New Mexico chile selected to be grown in space
NEW MEXICO (AP) — It’ll be one giant leap for chile-kind.
A hybrid version of a New Mexico chile plant has been selected to be grown in space as part of a NASA experiment.
The chile, from Española, New Mexico, is tentatively scheduled to be launched to the International Space Station for testing in March 2020, the
Albuquerque Journal reports. A NASA group testing how to produce food beyond the Earth’s atmosphere and the chile plant was created with input from Jacob Torres — an Española native and NASA researcher.
Torres said the point of sending the chiles into space is to demonstrate how NASA’s Advanced Plant Habitat — which recreates environmental needs for plant growth like Co2, humidity and lighting — works not only for leafy greens, but for fruiting crops, as well.

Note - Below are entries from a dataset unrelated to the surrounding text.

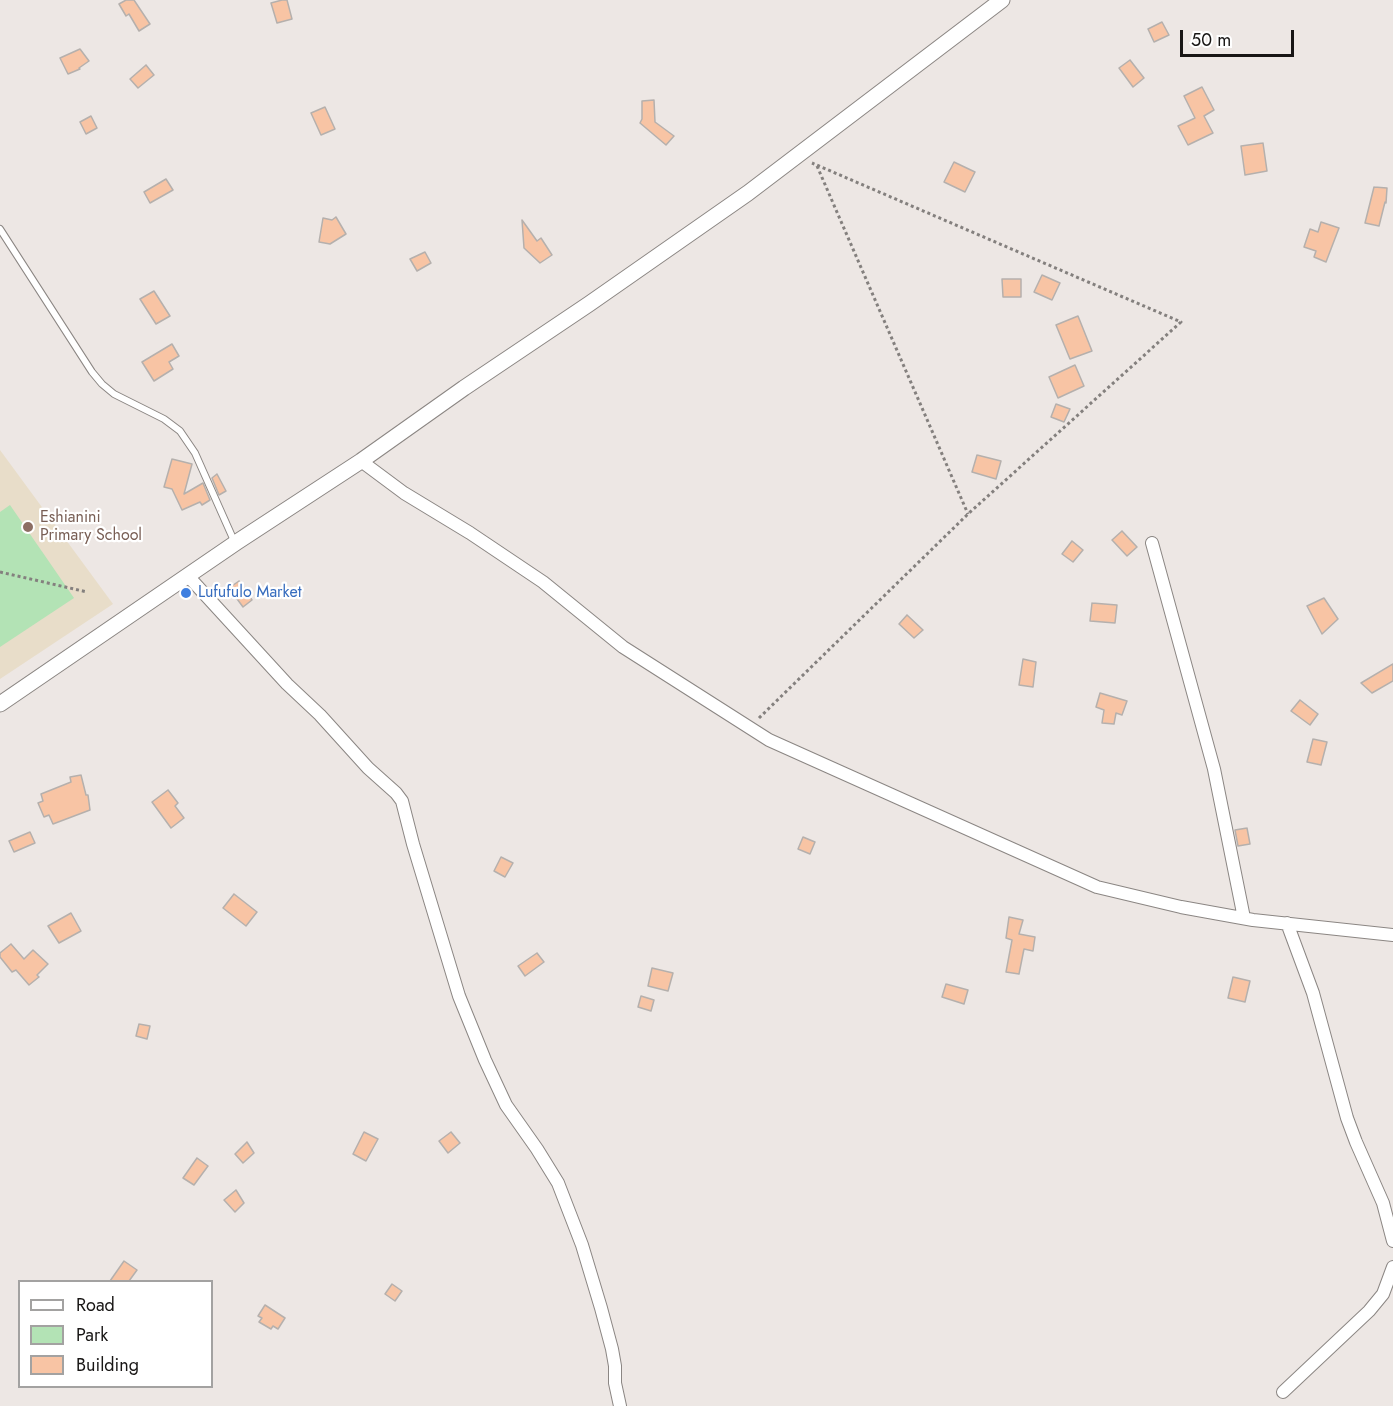 <!DOCTYPE html>
<html>
<head>
<meta charset="utf-8">
<style>
  body { margin:0 }
  #map { position:relative; width:1393px; height:1406px; overflow:hidden; background:#ede7e4; font-family:Jost,sans-serif }
  canvas { display:block }
  .legend { position:absolute; left:18px; top:1280px; width:195px; height:108px; box-sizing:border-box; background:#fff; border:2px solid #a3a2a1; margin:0; padding:8px 10px; list-style:none; font-size:18px; color:#181615 }
  .legend li { display:flex; align-items:center; gap:12px; height:30px }
  .legend b { width:30px; border:2px solid #a3a2a1 }
  .scale { position:absolute; left:1180px; top:30px; width:114px; height:27px; box-sizing:border-box; border:3px solid #181615; border-top:0; padding-left:8px; font-size:18px; line-height:21px; white-space:nowrap; color:#181615; -webkit-text-stroke:4px #fff; paint-order:stroke }
</style>
</head>
<body>
<div id="map">
<canvas width="1393" height="1406"></canvas>
<ul class="legend">
<li><b style="height:8px;background:#fff"></b>Road</li>
<li><b style="height:16px;background:#b3e3b5"></b>Park</li>
<li><b style="height:16px;background:#f8c4a4"></b>Building</li>
</ul>
<div class="scale">50 m</div>
</div>
<script>
const context = document.querySelector('canvas').getContext('2d');
context.lineJoin = 'round';
function paint(path, color) { context.fillStyle = color; context.fill(path, 'evenodd'); }
const toPath = rows => new Path2D(rows.map(r => 'M' + r).join(''));
function strokePath(path, color, width, dash) { context.strokeStyle = color; context.lineWidth = width; context.lineCap = dash ? 'butt' : 'round'; context.setLineDash(dash || []); context.stroke(path); }
function write(font, color, halo, rows, align = 'center') {
  context.font = font + ' Jost,sans-serif'; context.lineWidth = 4.5; context.setLineDash([]); context.textBaseline = 'middle'; context.strokeStyle = halo; context.fillStyle = color; for (const [text, x, y, turn = 0] of rows) {
    context.save(); context.translate(x, y); context.rotate((+turn || 0) * Math.PI / 180); context.textAlign = isNaN(turn) ? turn : align; if (halo) context.strokeText(text, 0, 0); context.fillText(text, 0, 0); context.restore();
  }
}
const education = toPath([
  [0,450,113,604,0,679]
]);
const green = toPath([
  [10,505,74,598,0,647,0,512]
]);
const building = toPath([
  [126,0,134,0,150,24,139,31,129,14,126,16,119,4,126,0],
  [282,0,287,0,292,19,277,23,271,3,282,0],
  [1162,22,1169,35,1154,42,1148,29,1162,22],
  [80,49,89,61,79,68,80,69,68,74,60,58,80,49],
  [1130,60,1144,78,1133,87,1119,68,1130,60],
  [146,65,154,75,138,88,130,79,146,65],
  [1202,87,1214,110,1204,116,1213,133,1188,145,1178,126,1195,118,1184,96,1202,87],
  [654,100,655,122,674,136,666,145,640,123,642,119,642,101,654,100],
  [325,107,335,129,321,135,311,113,325,107],
  [91,116,97,128,86,134,80,122,91,116],
  [1263,143,1267,171,1245,175,1241,146,1263,143],
  [954,162,975,172,965,192,944,182,954,162],
  [166,179,173,190,150,203,144,192,166,179],
  [1374,187,1387,188,1386,203,1385,202,1379,226,1365,223,1374,187],
  [336,217,346,234,330,244,319,242,323,218,332,220,336,217],
  [522,220,537,241,541,238,552,255,540,263,524,248,522,220],
  [1321,222,1339,228,1326,262,1314,257,1316,251,1304,247,1310,229,1318,232,1321,222],
  [425,252,431,263,417,271,410,259,425,252],
  [1042,275,1060,283,1052,300,1034,292,1042,275],
  [1002,279,1021,279,1021,297,1003,297,1002,279],
  [154,291,170,316,156,324,140,299,154,291],
  [1078,316,1092,351,1070,359,1056,325,1078,316],
  [172,344,179,356,169,362,173,369,154,381,142,362,172,344],
  [1075,365,1084,386,1058,398,1049,377,1075,365],
  [1056,404,1070,409,1064,422,1051,417,1056,404],
  [977,455,1001,461,996,479,972,472,977,455],
  [172,459,192,464,184,494,203,483,210,500,202,505,200,502,182,510,172,489,164,487,172,459],
  [217,474,226,491,219,495,212,478,217,474],
  [1122,531,1137,547,1127,556,1112,540,1122,531],
  [1072,541,1083,550,1073,562,1062,554,1072,541],
  [239,581,252,600,243,607,229,588,239,581],
  [1324,598,1338,619,1322,634,1307,606,1324,598],
  [1092,603,1117,605,1115,623,1090,621,1092,603],
  [907,615,923,630,914,638,899,624,907,615],
  [1023,659,1036,662,1033,687,1019,685,1023,659],
  [1393,664,1393,681,1372,693,1361,683,1393,664],
  [1100,693,1127,701,1122,715,1116,713,1114,724,1102,723,1104,710,1096,707,1100,693],
  [1300,700,1318,714,1310,725,1291,711,1300,700],
  [1313,739,1327,742,1321,765,1307,762,1313,739],
  [81,775,86,795,88,795,90,810,53,824,49,815,44,817,38,803,43,801,41,794,71,782,70,777,81,775],
  [168,790,178,803,175,806,184,818,171,828,152,802,168,790],
  [1247,828,1250,844,1238,846,1235,830,1247,828],
  [30,832,35,843,14,852,9,841,30,832],
  [803,837,815,842,810,854,798,849,803,837],
  [501,857,513,863,505,877,494,871,501,857],
  [234,894,257,912,246,926,223,908,234,894],
  [71,913,81,931,59,943,48,926,71,913],
  [1009,917,1023,920,1019,934,1035,937,1033,951,1024,949,1019,974,1006,972,1012,940,1006,938,1009,917],
  [11,944,24,959,33,950,48,964,37,975,39,977,29,985,16,970,12,972,0,957,0,953,11,944],
  [537,953,544,962,525,976,518,966,537,953],
  [652,968,673,973,668,991,648,986,652,968],
  [1233,977,1250,981,1245,1002,1228,998,1233,977],
  [946,984,968,990,964,1004,942,997,946,984],
  [641,996,654,1000,651,1011,638,1007,641,996],
  [139,1024,150,1026,147,1039,136,1036,139,1024],
  [364,1132,378,1139,366,1161,353,1154,364,1132],
  [451,1132,460,1143,448,1153,439,1141,451,1132],
  [247,1142,254,1153,243,1163,235,1154,247,1142],
  [197,1158,208,1166,194,1185,183,1178,197,1158],
  [236,1190,244,1203,235,1212,224,1200,236,1190],
  [124,1261,137,1270,129,1281,110,1281,124,1261],
  [392,1284,402,1291,395,1301,385,1294,392,1284],
  [265,1305,285,1318,278,1329,273,1326,271,1329,259,1322,262,1318,258,1316,265,1305]
]);
const path = toPath([
  [817,166,968,514],
  [0,572,87,592],
  [759,718,968,514,1181,322,812,163]
]);
const service = toPath([
  [0,229,92,372,102,384,114,394,164,419,180,431,195,453,235,543]
]);
const minor = toPath([
  [361,461,404,493,470,533,543,582,623,647,769,740,1097,887,1181,907,1253,920,1393,935],
  [1152,543,1214,769,1244,918],
  [188,576,287,684,320,715,368,768,396,793,402,801,413,844,459,996,485,1060,506,1105,537,1149,558,1183,582,1245,601,1308,612,1349,615,1366,615,1383,620,1406],
  [1287,923,1313,993,1347,1118,1356,1142,1383,1203,1393,1241],
  [1283,1392,1369,1311,1383,1294,1393,1267]
]);
const tertiary = toPath([
  [0,704,237,542,361,461,464,388,589,304,748,193,1002,0]
]);
const markers = [
  [28,527,6,"#8d6e63"],
  [186,593,6,"#3f7fe0"]
];
const educationNames = [
  ["Eshianini",40,518],
  ["Primary School",40,536]
];
const shopNames = [
  ["Lufufulo Market",198,593]
];
paint(education, '#e8ddc9');
paint(green, '#b3e3b5');
paint(building, '#f8c4a4');
strokePath(building, '#b5b0ad', 1.5);
strokePath(service, '#8b8683', 8);
strokePath(minor, '#8b8683', 14);
strokePath(tertiary, '#8b8683', 17);
strokePath(path, '#84807e', 3, [3, 3]);
strokePath(service, '#fff', 6);
strokePath(minor, '#fff', 12);
strokePath(tertiary, '#fff', 15);
for (const [x, y, r, color] of markers) { const dot = new Path2D(); dot.arc(x, y, r, 0, 2 * Math.PI); context.fillStyle = color; context.fill(dot); strokePath(dot, '#fff', 2); }
write('16px', '#785e54', '#fff', educationNames, 'left');
write('16px', '#366cbe', '#fff', shopNames, 'left');
</script>
</body>
</html>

“Which means that if we do go on a deep space mission, or we do go to the moon or a mission to Mars, we will have to figure out a way to supplement our diets,” he said.

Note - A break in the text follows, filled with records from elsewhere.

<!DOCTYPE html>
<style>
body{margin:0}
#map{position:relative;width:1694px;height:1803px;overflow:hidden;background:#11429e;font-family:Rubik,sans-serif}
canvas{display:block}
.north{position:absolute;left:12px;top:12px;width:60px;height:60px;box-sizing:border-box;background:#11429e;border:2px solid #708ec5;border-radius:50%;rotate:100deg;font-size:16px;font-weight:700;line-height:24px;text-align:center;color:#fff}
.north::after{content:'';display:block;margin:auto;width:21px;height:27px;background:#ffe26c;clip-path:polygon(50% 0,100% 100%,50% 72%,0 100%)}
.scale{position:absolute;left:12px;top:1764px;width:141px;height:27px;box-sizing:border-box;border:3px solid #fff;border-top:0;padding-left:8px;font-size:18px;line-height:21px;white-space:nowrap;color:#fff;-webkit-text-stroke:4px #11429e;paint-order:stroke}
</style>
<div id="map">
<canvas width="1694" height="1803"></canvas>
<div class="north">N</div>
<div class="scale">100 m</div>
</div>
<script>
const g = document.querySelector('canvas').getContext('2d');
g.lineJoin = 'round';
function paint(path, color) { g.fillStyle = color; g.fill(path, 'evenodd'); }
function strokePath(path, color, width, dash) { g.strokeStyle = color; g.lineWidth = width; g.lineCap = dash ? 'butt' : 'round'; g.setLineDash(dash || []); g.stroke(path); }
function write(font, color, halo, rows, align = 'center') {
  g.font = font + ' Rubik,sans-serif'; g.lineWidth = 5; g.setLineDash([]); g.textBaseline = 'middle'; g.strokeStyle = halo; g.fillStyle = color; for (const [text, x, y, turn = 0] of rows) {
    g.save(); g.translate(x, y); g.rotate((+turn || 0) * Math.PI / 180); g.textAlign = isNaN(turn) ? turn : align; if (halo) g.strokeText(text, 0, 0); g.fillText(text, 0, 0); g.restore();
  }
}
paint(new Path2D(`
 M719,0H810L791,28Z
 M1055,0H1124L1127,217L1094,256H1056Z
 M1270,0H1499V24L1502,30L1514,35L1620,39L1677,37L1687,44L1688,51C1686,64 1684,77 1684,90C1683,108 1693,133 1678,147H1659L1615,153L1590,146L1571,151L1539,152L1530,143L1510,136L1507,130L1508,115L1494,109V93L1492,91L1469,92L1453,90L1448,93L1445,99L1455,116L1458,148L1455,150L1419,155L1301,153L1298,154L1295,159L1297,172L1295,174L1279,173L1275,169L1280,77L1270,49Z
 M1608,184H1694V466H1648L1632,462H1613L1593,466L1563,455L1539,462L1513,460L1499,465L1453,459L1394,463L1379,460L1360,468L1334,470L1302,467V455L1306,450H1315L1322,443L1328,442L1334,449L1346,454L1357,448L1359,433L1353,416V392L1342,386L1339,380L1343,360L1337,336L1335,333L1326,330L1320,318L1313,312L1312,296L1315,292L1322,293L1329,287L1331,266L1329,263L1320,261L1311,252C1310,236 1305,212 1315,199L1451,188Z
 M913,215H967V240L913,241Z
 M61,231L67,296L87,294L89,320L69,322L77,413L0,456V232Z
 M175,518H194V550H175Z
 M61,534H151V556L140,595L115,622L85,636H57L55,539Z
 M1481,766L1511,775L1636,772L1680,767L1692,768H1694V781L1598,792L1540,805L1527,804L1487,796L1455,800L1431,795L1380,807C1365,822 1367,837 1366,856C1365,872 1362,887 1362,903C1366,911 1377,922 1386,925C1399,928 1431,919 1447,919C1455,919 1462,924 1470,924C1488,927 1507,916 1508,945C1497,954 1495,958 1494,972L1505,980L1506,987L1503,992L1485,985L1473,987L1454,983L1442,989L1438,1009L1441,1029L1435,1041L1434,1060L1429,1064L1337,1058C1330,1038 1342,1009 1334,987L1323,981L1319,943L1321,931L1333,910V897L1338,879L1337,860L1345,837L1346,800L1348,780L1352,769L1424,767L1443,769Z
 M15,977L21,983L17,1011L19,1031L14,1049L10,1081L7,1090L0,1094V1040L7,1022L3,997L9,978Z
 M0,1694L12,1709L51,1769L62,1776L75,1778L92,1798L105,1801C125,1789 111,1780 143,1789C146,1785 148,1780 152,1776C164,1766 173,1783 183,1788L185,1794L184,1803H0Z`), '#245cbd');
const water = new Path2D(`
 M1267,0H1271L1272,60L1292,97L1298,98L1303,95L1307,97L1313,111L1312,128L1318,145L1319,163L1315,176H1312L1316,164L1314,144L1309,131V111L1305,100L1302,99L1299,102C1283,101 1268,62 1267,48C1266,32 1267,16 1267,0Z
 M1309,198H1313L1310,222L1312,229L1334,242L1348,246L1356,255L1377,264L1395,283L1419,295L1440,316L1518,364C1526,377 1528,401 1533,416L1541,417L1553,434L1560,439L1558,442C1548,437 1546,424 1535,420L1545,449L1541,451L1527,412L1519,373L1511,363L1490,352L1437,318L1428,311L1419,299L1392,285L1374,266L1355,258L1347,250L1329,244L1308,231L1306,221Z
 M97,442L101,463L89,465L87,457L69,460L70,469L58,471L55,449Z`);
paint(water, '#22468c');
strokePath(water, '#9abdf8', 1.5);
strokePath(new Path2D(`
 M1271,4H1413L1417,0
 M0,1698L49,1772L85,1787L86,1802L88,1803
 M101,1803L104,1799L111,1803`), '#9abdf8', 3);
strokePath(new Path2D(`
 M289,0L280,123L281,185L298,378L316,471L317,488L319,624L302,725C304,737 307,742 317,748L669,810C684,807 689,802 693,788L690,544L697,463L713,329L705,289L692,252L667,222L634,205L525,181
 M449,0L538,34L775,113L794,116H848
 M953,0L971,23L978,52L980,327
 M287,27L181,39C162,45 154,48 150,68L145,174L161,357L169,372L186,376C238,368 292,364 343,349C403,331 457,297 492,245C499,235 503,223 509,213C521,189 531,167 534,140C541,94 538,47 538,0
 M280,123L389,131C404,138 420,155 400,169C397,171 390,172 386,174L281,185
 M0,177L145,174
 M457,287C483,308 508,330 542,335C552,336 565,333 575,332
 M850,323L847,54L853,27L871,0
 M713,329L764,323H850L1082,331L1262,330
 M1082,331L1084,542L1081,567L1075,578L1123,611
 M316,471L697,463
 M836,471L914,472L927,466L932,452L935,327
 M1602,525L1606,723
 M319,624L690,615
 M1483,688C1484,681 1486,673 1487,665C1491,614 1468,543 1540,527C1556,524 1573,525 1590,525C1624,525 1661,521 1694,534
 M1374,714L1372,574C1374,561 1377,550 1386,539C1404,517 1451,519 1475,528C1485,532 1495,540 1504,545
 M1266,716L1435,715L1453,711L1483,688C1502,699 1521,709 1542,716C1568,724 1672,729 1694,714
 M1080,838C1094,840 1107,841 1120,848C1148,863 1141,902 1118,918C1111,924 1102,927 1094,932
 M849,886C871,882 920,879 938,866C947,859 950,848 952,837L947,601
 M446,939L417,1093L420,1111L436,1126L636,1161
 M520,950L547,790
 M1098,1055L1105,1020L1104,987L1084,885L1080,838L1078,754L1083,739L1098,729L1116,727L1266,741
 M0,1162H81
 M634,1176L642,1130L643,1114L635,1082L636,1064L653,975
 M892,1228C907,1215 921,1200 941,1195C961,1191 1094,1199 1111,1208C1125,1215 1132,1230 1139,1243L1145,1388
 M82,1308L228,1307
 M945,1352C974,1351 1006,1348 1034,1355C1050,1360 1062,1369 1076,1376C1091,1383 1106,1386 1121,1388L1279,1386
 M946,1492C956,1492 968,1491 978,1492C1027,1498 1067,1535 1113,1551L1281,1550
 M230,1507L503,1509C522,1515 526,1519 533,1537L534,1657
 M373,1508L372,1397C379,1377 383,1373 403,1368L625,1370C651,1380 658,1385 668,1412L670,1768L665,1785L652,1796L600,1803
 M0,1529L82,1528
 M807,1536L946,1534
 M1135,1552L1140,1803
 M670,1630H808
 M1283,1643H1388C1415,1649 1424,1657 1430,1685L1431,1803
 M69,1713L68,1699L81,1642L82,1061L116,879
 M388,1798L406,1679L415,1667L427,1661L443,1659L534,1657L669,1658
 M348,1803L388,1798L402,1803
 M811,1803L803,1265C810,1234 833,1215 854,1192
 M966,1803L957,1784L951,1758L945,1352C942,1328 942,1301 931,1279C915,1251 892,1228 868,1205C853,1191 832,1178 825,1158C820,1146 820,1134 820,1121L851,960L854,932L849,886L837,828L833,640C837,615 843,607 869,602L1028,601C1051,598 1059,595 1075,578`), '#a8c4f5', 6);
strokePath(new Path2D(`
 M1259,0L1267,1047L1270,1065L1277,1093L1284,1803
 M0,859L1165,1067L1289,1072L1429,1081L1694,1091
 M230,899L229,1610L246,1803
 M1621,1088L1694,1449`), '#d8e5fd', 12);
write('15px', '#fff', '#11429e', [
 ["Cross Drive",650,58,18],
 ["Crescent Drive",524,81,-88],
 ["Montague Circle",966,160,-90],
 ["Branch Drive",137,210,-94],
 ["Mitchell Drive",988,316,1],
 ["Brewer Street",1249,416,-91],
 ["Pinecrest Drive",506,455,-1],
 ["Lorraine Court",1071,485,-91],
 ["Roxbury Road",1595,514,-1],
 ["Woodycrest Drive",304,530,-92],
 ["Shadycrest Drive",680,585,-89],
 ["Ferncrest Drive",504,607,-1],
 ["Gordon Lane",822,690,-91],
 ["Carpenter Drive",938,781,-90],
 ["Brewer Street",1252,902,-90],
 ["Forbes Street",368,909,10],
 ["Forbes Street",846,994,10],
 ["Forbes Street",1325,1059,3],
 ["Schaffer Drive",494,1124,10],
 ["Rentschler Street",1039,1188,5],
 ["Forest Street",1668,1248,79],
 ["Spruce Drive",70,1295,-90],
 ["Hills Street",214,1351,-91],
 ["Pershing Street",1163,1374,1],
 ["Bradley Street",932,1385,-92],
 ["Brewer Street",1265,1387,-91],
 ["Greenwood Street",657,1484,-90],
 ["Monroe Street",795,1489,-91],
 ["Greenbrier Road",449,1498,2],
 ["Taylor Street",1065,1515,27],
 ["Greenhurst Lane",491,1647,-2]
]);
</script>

“Understanding how to grow plants to supplement the astronaut’s diet would be essential to our mission to going to Mars. So that kind of fuels our research that we’re doing now.”
The “Española Improved” chile plant is a cross between a northern New Mexico seed and the popular Sandia seed from the Hatch Valley.
It will be the first fruiting plant that the US will grow aboard the Space Station.
NASA’s astronauts have previously grown greens, and a zinnia bloomed in space in 2016.